What you are asked to do — Filter the data below, keeping only lines that contain "html".

****************

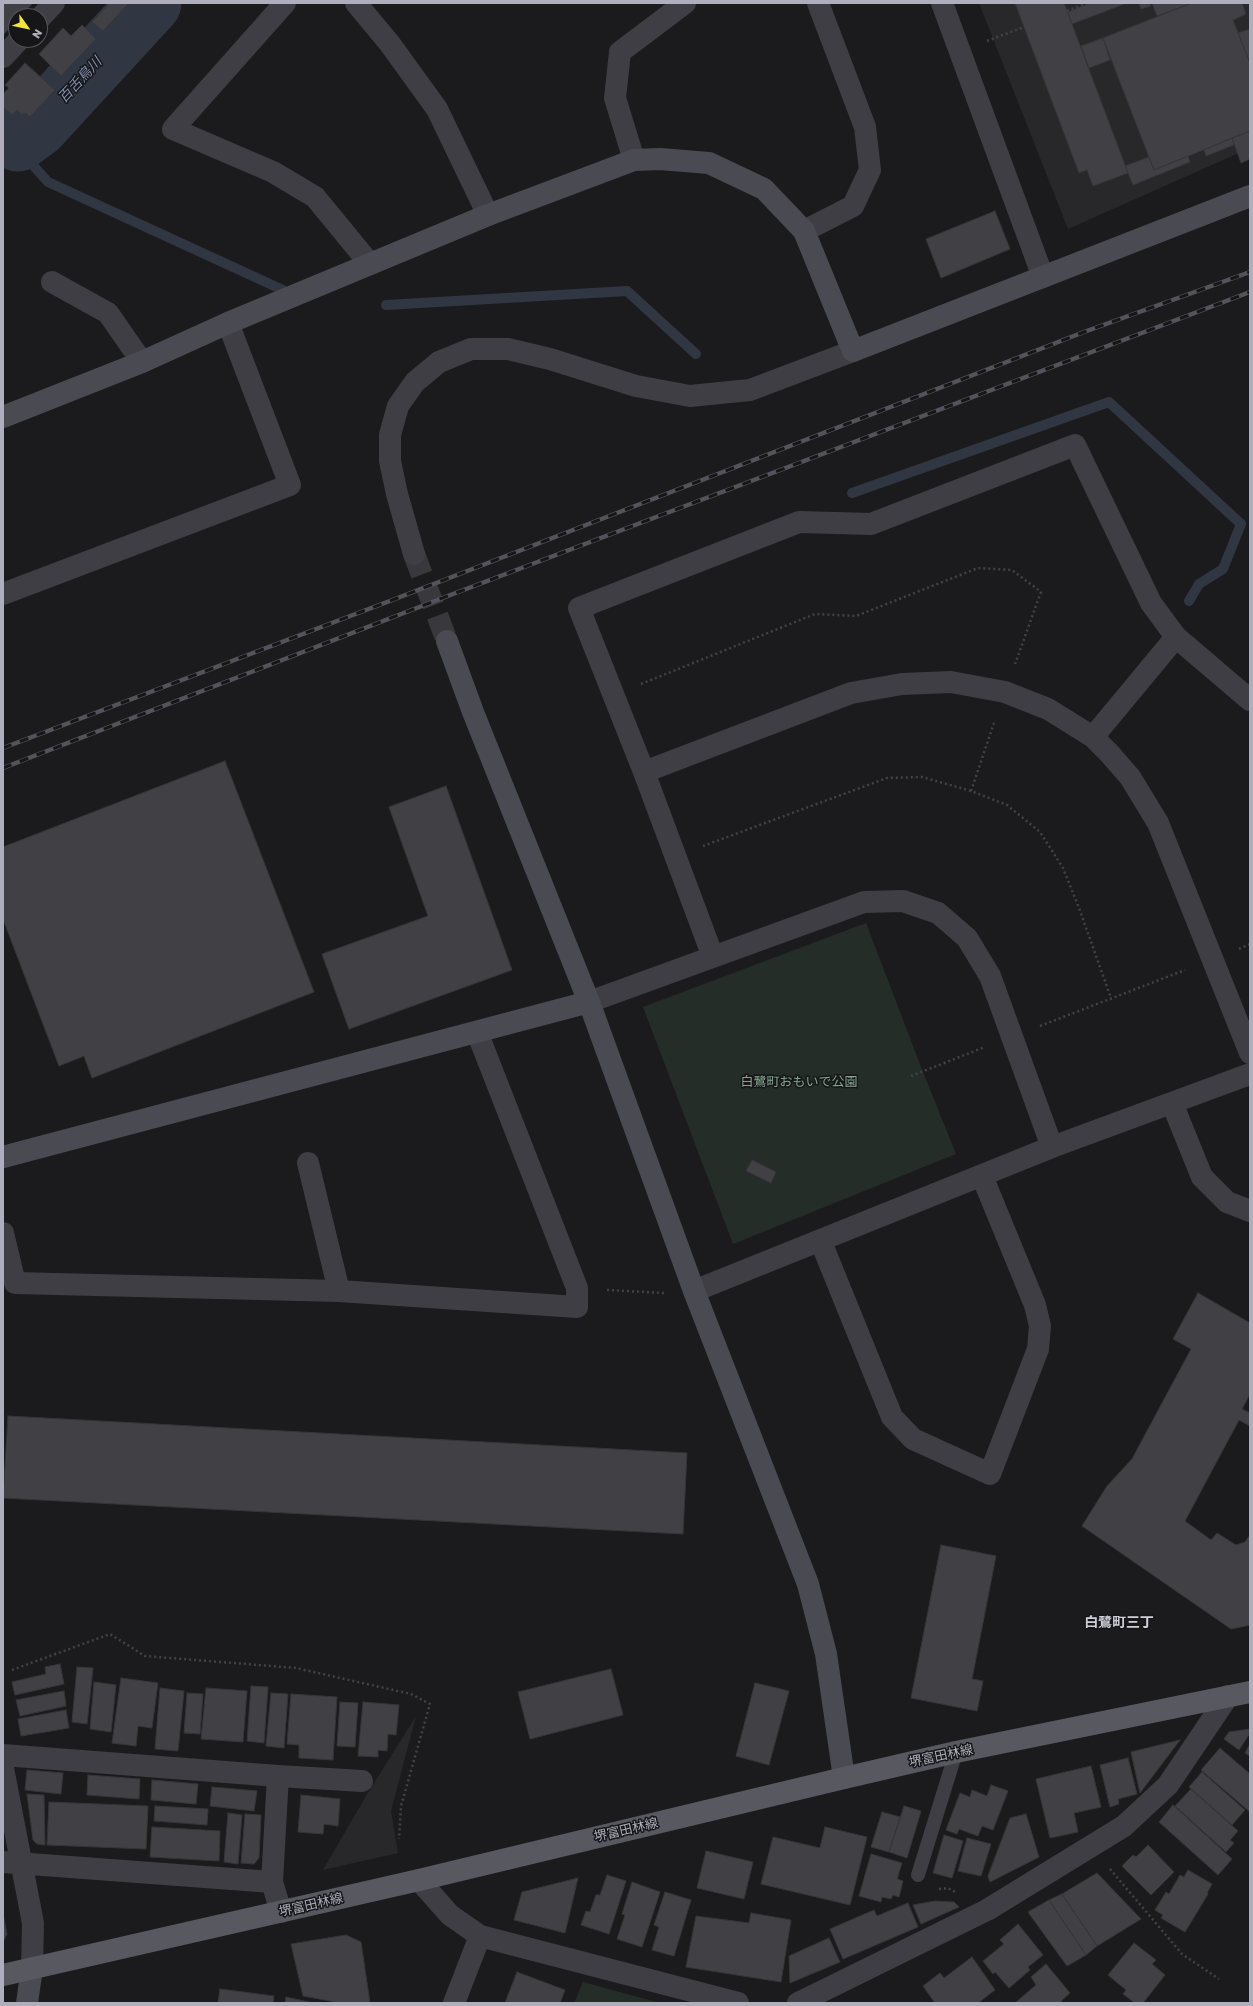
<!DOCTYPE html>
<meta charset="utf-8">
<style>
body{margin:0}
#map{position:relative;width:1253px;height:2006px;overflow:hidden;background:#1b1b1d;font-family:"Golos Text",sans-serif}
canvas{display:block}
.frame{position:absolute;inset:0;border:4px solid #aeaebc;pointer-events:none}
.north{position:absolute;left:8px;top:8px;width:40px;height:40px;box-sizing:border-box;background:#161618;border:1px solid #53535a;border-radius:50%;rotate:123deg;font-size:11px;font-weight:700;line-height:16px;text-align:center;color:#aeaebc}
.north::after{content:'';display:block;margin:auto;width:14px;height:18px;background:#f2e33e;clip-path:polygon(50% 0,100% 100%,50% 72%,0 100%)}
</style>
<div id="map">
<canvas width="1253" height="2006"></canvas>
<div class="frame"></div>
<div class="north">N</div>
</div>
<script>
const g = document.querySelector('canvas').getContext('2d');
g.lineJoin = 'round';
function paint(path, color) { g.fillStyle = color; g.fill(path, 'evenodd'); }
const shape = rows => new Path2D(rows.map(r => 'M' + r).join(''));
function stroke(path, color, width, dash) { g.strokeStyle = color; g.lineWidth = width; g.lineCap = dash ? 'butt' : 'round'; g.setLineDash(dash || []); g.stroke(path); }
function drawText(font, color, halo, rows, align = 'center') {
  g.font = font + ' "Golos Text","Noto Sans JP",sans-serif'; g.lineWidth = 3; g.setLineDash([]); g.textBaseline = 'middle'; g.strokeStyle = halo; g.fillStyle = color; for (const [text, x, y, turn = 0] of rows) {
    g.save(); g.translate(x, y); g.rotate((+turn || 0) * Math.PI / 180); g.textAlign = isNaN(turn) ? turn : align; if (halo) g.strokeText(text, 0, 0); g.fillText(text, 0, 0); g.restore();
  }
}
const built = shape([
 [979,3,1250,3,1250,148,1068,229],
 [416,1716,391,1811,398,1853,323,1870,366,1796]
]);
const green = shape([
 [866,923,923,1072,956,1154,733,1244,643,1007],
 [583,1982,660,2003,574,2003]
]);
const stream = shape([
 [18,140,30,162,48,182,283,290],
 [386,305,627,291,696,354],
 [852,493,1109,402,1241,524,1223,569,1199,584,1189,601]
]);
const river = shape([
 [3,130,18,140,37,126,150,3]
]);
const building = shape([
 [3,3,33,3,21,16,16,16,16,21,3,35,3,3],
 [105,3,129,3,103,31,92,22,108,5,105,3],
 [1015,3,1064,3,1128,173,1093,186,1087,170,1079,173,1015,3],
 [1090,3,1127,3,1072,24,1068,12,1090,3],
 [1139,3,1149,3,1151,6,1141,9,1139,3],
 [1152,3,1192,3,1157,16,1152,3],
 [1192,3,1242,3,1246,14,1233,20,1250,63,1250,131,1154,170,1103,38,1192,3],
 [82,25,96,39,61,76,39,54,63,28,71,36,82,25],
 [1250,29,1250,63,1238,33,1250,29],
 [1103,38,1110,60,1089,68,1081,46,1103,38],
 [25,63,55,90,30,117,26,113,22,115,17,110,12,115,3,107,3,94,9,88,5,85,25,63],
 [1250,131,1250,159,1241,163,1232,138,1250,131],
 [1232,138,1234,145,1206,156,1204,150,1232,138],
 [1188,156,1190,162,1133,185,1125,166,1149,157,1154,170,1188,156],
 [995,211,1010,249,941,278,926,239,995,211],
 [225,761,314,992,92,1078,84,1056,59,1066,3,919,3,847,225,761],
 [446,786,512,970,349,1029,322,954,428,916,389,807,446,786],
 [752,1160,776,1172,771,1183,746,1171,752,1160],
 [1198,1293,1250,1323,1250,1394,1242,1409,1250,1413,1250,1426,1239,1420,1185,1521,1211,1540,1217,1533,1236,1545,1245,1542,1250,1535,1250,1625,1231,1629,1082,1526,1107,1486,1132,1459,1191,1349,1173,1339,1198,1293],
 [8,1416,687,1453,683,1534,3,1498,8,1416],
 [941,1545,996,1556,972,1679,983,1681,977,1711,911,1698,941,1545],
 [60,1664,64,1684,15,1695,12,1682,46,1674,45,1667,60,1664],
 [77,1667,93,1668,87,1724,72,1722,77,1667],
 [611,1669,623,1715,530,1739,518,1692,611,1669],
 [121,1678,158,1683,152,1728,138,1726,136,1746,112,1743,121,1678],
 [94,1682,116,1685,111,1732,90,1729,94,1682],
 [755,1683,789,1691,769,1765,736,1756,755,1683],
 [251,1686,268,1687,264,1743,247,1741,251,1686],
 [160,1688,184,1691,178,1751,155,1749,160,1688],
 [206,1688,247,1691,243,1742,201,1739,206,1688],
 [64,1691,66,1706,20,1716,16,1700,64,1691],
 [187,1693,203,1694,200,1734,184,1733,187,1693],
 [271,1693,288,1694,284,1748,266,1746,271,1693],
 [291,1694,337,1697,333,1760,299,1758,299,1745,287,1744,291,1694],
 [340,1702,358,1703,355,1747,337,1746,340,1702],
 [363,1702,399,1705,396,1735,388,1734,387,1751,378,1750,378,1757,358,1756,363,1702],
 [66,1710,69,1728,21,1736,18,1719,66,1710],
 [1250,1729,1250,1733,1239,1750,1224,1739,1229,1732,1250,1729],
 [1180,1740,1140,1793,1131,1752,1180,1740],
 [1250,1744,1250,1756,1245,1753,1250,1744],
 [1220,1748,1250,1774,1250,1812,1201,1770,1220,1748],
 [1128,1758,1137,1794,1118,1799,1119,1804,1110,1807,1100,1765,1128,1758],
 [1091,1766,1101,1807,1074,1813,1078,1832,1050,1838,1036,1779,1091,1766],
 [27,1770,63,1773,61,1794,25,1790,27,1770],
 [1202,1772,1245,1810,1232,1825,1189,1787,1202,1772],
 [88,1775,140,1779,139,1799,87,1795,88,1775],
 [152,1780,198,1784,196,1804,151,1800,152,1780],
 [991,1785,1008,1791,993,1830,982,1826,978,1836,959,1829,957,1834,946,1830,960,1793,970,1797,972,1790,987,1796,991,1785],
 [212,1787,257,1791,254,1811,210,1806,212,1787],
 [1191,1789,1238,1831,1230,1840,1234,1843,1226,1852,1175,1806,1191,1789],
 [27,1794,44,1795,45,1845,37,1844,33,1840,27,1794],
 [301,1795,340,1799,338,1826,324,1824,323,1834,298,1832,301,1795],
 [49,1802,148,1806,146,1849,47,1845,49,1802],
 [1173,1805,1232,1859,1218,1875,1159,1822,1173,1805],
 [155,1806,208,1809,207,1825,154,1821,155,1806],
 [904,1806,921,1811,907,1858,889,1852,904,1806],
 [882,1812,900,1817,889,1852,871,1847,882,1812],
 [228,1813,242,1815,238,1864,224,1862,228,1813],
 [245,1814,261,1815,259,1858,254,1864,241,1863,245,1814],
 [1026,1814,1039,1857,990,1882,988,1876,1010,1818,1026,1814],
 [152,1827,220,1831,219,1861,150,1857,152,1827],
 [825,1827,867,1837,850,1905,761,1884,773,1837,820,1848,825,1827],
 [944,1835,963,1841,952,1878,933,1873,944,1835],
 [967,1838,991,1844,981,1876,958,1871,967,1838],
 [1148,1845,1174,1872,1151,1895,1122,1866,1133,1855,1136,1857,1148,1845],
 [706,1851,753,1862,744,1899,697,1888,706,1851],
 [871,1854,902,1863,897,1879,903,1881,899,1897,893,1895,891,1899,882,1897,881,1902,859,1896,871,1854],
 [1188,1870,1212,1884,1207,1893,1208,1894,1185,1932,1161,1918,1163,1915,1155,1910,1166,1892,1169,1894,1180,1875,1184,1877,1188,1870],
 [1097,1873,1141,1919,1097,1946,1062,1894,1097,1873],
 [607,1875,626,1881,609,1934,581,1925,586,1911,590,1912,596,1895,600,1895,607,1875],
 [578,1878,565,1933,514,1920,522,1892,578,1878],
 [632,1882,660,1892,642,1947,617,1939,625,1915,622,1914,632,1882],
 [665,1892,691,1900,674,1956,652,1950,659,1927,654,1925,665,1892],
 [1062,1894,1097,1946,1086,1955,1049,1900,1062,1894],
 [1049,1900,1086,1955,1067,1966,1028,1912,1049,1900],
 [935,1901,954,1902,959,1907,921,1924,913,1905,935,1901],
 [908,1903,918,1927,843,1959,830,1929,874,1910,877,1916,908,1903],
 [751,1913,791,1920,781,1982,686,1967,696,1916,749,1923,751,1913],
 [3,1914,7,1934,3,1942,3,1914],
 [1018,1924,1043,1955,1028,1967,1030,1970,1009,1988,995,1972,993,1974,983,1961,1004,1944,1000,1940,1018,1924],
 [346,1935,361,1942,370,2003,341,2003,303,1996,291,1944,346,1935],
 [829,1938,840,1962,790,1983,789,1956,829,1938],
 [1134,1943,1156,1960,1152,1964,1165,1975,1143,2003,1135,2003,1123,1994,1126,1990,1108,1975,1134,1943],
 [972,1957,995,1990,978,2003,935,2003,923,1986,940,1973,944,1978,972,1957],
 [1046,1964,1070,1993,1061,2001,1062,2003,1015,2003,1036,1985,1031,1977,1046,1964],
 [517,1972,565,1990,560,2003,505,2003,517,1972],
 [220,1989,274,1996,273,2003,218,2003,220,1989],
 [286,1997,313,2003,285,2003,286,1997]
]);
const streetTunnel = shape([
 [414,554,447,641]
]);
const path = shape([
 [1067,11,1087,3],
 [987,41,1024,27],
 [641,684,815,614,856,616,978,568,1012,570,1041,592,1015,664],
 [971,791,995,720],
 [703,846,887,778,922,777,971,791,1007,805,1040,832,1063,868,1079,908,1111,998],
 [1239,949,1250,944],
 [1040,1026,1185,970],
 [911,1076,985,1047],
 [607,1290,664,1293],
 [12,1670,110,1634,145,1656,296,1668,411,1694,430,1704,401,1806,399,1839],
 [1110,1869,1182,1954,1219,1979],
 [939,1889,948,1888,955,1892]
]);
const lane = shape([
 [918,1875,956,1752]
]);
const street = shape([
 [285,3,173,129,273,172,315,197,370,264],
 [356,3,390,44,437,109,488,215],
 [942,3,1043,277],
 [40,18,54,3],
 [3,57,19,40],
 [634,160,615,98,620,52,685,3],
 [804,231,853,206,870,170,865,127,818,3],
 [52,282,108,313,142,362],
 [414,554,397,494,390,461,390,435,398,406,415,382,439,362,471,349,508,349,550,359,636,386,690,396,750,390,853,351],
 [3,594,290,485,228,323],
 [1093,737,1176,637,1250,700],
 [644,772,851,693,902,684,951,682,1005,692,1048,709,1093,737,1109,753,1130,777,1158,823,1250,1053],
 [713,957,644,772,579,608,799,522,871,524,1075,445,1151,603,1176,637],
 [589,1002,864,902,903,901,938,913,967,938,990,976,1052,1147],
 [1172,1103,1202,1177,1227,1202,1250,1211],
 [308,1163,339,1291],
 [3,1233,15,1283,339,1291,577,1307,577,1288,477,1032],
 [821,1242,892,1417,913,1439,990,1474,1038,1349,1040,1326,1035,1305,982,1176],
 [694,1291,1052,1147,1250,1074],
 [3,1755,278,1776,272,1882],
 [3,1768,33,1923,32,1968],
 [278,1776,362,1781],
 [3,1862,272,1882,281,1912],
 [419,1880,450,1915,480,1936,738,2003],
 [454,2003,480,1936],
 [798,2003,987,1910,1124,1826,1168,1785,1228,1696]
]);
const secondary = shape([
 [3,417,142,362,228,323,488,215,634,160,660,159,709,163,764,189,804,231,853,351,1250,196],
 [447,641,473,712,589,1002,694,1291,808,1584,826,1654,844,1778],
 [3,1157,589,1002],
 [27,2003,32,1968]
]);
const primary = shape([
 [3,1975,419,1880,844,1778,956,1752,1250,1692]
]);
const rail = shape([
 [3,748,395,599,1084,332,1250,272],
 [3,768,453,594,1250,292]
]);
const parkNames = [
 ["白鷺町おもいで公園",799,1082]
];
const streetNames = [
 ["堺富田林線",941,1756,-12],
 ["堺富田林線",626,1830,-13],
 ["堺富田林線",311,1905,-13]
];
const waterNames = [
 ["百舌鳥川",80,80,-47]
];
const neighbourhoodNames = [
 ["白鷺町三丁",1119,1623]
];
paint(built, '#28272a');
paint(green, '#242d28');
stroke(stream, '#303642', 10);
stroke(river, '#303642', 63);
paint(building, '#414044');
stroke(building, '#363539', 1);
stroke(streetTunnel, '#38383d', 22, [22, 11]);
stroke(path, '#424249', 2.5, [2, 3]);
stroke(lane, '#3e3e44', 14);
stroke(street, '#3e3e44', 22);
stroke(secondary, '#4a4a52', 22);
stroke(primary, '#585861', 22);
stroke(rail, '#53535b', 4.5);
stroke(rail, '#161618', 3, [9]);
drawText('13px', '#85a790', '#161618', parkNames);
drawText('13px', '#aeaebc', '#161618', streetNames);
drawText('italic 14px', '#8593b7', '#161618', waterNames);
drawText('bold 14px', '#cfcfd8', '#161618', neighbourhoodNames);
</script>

****************

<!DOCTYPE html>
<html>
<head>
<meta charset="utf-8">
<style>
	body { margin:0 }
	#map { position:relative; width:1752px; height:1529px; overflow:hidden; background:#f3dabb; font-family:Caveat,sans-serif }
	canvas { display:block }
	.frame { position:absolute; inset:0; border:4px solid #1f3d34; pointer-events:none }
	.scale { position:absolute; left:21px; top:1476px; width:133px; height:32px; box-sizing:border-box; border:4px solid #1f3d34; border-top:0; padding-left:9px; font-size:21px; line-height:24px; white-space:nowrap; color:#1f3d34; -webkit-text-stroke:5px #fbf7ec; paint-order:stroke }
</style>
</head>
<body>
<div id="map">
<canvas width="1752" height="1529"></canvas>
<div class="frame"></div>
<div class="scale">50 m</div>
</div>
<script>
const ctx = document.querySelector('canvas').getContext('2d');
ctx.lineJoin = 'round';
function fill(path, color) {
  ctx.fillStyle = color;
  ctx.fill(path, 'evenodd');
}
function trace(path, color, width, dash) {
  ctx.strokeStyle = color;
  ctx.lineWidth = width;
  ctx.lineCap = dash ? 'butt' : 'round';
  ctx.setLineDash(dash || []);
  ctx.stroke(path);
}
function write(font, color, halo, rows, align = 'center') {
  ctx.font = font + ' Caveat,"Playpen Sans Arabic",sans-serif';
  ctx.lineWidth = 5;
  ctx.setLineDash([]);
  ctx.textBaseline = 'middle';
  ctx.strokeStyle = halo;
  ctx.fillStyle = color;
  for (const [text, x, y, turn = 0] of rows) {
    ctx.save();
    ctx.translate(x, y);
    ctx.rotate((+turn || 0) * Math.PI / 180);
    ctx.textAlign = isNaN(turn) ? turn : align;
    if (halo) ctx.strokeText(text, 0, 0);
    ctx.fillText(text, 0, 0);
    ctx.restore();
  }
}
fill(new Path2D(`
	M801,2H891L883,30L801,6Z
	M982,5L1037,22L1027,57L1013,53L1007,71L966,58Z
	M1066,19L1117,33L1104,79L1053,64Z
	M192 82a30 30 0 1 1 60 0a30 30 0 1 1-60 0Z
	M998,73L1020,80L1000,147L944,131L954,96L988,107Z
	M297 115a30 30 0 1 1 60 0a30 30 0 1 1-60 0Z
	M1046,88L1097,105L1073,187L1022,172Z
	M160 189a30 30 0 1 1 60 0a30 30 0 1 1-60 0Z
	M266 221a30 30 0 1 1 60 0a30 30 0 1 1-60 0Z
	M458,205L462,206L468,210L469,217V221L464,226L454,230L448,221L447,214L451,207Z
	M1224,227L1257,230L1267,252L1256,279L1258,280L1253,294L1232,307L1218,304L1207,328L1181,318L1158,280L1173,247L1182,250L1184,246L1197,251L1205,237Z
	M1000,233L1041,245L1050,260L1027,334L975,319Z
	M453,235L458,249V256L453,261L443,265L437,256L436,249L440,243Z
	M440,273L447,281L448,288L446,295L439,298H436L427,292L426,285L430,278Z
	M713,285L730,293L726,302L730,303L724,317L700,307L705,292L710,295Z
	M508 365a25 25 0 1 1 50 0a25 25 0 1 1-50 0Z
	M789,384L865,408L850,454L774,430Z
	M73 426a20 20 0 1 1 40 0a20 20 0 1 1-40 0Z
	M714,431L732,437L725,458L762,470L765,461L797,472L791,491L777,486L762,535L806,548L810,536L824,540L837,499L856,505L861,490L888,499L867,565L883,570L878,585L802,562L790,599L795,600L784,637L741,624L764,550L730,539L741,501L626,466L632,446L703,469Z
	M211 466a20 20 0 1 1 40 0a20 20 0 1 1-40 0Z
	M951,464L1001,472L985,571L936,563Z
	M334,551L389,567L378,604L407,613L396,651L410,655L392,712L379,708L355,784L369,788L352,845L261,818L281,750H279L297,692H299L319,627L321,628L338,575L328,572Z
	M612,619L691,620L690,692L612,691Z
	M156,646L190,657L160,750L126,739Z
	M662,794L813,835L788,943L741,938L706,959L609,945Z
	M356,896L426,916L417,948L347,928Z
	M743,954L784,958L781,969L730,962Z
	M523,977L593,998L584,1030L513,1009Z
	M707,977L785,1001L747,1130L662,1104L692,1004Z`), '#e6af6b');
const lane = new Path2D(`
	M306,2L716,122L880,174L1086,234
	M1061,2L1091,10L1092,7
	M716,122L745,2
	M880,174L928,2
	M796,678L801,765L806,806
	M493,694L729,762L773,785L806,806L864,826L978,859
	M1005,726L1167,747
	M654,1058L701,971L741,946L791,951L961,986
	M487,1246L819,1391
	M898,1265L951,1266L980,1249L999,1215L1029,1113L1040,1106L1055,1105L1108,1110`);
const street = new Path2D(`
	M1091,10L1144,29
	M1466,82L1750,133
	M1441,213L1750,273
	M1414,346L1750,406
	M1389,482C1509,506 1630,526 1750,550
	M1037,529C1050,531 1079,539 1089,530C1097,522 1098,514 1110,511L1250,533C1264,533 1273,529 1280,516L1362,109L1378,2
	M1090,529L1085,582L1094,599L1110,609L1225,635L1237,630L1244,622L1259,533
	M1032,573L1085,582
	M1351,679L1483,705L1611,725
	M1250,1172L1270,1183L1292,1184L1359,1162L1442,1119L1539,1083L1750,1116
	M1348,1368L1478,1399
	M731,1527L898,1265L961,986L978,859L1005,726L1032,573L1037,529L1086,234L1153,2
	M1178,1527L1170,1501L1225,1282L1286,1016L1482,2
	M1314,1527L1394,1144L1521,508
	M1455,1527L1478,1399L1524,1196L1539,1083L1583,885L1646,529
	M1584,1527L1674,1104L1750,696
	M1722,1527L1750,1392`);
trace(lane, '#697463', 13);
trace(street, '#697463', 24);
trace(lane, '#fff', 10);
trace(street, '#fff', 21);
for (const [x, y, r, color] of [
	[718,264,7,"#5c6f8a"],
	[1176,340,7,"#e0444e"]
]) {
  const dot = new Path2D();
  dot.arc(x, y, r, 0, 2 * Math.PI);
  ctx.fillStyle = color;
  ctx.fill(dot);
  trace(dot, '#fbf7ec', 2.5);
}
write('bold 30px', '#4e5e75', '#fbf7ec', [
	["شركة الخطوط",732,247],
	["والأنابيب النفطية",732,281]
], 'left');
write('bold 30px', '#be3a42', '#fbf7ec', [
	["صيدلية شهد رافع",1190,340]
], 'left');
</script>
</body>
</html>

****************

Response for this exercise —
<!DOCTYPE html>
<!DOCTYPE html>
<html>
</html>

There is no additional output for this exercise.